産業医の職務

健康を守る産業医

ある程度の規模をもつ企業には、産業医と呼ばれる企業選任の医師がいます。これは労働安全衛生法によって義務付けられているものです。

産業医の職務には、次のような事柄があります。

ひとつめは、企業において、健康診断を実施し、その結果に基づいて労働者の健康を保持するためのアドバイスを行うこと。必要があれば、健康診断後にその結果や事後措置について管理者にも理解を求めること。

二つめは、職場の作業環境の維持を考えること(詳細な作業環境の測定や評価は、別途専門機関の対応も必要)。

三つめは、職場の作業負荷について評価し、危険有害化学物質の取り扱いがあるような場合には、有害業務の適正管理がなされているかどうかを監視すること。

四つめは、労働者の健康管理のため、疾病予防や健康作りに関する啓発活動を行うこと(セミナーなどの開催)。

五つめは、労働者の健康相談にのったり、労働者の健康保持・増進のためのアドバイスを行うこと。

 

選任産業医の仕事

六つめは、職場や労働者の衛生教育に関する管理・アドバイスなど。

七つめは、労働者の健康障害の原因を調査し、再発を防止するための策を検討、アドバイスを行うこと。

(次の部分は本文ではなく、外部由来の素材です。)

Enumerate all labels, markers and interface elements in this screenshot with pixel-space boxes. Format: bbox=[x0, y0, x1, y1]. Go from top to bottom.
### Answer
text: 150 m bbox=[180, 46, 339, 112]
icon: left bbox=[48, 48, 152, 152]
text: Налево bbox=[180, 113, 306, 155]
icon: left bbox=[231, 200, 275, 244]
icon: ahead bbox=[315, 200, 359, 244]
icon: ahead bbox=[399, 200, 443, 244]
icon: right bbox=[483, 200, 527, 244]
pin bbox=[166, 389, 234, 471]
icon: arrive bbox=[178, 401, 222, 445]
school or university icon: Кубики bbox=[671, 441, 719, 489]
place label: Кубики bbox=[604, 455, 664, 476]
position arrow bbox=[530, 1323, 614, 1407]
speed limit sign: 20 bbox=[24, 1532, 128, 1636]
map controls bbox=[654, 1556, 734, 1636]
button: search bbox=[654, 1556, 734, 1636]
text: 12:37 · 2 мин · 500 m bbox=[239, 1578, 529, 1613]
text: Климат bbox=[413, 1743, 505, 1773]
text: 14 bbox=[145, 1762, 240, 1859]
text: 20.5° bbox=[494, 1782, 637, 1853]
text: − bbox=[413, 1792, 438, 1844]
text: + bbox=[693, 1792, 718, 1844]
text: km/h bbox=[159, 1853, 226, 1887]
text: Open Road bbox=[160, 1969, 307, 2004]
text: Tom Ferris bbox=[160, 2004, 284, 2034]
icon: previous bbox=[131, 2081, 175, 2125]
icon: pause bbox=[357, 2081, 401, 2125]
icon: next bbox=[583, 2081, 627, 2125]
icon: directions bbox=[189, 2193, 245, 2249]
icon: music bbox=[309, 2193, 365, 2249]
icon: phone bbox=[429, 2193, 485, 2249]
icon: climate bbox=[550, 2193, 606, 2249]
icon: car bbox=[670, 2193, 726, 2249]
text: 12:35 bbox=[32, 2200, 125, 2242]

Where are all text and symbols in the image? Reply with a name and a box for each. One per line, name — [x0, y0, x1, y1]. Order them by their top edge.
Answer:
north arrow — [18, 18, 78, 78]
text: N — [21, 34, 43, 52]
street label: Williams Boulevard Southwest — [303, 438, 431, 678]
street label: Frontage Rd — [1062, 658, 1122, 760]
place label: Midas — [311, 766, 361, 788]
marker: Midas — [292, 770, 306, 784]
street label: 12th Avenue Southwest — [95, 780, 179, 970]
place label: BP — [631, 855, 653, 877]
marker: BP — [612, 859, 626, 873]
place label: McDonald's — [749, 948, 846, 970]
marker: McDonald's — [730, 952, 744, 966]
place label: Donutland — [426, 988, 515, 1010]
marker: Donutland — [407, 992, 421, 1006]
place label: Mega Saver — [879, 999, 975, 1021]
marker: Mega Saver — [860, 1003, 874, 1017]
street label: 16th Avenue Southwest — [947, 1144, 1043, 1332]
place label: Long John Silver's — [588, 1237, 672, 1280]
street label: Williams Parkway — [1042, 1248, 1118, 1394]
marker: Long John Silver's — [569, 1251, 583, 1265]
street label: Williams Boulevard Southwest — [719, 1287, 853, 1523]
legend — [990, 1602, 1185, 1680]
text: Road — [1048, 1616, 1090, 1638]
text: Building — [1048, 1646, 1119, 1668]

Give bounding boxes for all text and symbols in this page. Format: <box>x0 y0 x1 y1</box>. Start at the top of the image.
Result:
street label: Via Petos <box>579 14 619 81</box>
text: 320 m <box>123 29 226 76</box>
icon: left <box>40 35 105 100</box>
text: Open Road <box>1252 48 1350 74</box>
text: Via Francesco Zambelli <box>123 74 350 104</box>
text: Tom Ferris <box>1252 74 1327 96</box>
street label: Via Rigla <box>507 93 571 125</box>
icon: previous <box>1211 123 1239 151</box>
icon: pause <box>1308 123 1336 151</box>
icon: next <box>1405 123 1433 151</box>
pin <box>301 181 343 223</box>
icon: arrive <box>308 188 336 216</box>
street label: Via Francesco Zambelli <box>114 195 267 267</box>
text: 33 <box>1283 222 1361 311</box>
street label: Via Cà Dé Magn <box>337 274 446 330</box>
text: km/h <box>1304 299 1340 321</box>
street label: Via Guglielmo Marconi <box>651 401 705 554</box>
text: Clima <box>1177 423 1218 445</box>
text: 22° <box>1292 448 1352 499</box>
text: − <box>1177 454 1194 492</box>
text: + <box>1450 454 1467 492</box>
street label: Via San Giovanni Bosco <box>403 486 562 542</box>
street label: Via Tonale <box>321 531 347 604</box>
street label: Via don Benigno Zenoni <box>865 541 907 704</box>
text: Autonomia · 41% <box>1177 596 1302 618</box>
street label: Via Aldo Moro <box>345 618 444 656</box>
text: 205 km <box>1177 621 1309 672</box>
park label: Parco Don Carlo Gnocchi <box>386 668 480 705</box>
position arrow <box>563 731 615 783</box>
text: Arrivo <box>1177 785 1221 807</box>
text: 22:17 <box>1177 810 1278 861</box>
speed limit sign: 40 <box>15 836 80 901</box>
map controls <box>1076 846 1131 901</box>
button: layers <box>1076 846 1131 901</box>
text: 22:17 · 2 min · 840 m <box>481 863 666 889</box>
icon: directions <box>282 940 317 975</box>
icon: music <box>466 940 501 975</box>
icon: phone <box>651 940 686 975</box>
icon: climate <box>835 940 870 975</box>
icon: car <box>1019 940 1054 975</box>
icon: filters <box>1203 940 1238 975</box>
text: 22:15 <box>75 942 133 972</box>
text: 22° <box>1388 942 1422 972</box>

八つめは、過重労働によって引き起こされる健康障害を防止すること(具体的には、長時間労働者に対して面接指導を行ったり、アドバイスをして働き方の改善を求めるなど)。

九つめは、メンタルヘルスに関する相談やケア、アドバイスを行うこと。ストレス対策なども検討する。などです。

ざっと挙げただけでも産業医には九項目も行うべき職務があります。

ちなみに、これら産業医の職務は労働者数五十人以上の事業場に関して設置が義務付けられています。

労働者五十人未満の事業場では、産業医を選任する必要はないのですが、健康診断後の事後措置管理としては事業者が有所見者について医師の意見を聞いて適切な措置をとる必要があります。

産業医が選任されていない事業場では、市区町村の保健センターなどで適切な指導・助言を受けることができます。